“This was a great opportunity for me to start a small business. First I started going from house to house by foot. Then my husband joined me on a bicycle. We next bought a small three-wheeler and finally we started a small boutique in our house. My whole family is involved in our business now” An enterprising sales woman beams as she shares her short story about her long journey to prosperity.
A multinational company (MNC) in Sri Lanka decided to empower a group of rural women to be their ‘barefoot salesmen’. These women were provided with products on credit, trained on product attributes and basic selling techniques prior to launching this novel initiative. Two months later, when the company representatives met them, these women showed great promise in achieving the set targets, felt happy that they were making progress, but fell short in identifying what their profits were. The fact remained that the MNC didn’t quite assess the need gaps that had to be taken care of from the beneficiary’s point of view. Instead they focused more on the company objectives, initially.
However, once they understood the need to train, supervise, empower and hand hold the beneficiaries until they were steady on their own feet, the MNC went all out to train these women not just on financial management, but a myriad other business and social skills. Today, they are a force to reckon with and a noteworthy success story with 3500 women from 3500 villages (out of 14,000 villages in the country) benefiting from this social entrepreneurial initiative, making a much needed income for themselves. These women not only sell goods, but have taken leadership roles and act as change agents in their respective villages.
If social entrepreneurs (SE) are those who drive social innovation and transformation in various fields including education, health, environment and enterprise development, why then is this concept not flying?
Not having a clear mission for the project, reinvesting a majority share of the profits back to the project and not clearly mapping out the sustainability of the project before starting off on a journey of social entrepreneurship are some of the reasons why the concept hasn’t worked well in the context of ‘sharing prosperity’ in the broader agenda of ‘poverty reduction’.
I have come across three types of SEs. Those who knowingly exploit the less privileged, those who do not know how to innovate and transform the less privileged while making use of them and those who make a conscious effort to transform the underprivileged groups within a profitable business and financial frame work.

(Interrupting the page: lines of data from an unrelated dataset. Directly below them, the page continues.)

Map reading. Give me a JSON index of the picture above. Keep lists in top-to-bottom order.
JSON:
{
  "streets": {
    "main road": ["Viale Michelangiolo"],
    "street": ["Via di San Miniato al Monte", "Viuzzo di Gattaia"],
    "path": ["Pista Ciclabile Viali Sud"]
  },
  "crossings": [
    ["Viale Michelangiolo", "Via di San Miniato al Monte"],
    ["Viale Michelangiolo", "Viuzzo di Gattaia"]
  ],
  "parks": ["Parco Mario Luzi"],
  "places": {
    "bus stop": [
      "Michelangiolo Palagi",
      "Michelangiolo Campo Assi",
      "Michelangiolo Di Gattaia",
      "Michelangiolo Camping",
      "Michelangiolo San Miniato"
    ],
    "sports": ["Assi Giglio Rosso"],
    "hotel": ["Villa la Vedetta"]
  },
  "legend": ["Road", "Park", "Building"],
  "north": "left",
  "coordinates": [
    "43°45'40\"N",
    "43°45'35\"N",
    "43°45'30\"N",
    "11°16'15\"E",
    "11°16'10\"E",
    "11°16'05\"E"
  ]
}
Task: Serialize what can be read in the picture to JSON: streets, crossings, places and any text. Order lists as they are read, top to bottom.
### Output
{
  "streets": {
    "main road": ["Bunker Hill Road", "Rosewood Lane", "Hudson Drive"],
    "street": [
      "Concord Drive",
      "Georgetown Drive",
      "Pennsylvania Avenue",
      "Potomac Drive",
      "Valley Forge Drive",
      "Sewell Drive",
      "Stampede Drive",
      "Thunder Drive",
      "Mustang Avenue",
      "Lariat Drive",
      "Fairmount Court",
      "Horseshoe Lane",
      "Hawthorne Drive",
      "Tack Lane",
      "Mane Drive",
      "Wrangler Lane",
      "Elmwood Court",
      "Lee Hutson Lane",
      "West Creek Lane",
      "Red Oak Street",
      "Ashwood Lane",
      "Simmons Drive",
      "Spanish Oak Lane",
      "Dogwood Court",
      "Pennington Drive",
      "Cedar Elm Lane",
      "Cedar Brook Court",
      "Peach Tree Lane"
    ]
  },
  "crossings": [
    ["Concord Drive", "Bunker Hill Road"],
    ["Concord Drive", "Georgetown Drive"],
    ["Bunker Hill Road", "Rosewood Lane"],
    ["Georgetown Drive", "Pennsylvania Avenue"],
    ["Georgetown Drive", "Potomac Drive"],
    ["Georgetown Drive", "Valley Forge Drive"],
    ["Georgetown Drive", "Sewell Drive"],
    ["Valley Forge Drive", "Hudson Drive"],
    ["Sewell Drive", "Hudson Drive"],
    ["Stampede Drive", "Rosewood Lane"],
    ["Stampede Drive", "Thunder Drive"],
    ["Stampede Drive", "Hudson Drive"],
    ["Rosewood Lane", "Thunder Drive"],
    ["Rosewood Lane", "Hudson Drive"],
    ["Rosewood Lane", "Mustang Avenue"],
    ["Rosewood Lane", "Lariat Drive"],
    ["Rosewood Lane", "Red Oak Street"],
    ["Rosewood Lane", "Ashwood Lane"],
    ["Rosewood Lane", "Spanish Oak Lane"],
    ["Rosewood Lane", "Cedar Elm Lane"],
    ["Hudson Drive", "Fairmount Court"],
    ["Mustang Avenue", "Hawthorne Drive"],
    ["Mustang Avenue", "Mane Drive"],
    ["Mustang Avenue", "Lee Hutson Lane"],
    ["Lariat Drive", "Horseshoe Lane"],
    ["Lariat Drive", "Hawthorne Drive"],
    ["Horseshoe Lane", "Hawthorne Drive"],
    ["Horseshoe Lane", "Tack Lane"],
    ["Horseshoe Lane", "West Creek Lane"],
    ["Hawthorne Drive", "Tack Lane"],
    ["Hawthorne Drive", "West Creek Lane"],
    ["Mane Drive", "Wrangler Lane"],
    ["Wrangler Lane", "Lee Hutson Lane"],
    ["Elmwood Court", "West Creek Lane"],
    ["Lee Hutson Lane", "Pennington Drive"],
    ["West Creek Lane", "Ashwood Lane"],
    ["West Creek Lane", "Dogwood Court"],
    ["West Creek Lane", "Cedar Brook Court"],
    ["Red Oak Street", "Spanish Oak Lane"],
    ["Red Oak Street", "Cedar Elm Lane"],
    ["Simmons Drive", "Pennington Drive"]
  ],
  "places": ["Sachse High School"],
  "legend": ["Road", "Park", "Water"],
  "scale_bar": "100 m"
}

There are proven best practices that can help make SE a sustainable business formula. The key is to help build capacity of the entrepreneurial partners to empower themselves. A genuine interest to transform the beneficiary’s financial and social status in the long term in a sustainable manner is an important attribute. Making the partnership truly equitable, sharing information and knowledge that would adequately empower the less advantageous partner, making sure adequate resources are available to support them with financial aid, technical and technological support, marketing and sales support are a few basic ingredients that can help develop this very self-fulfilling social transformation. Most important of it all is creating wider awareness about the value and gratification one can derive by getting involved in SE.
Here is another such example that has proven the impact of a carefully planned and executed SE success story.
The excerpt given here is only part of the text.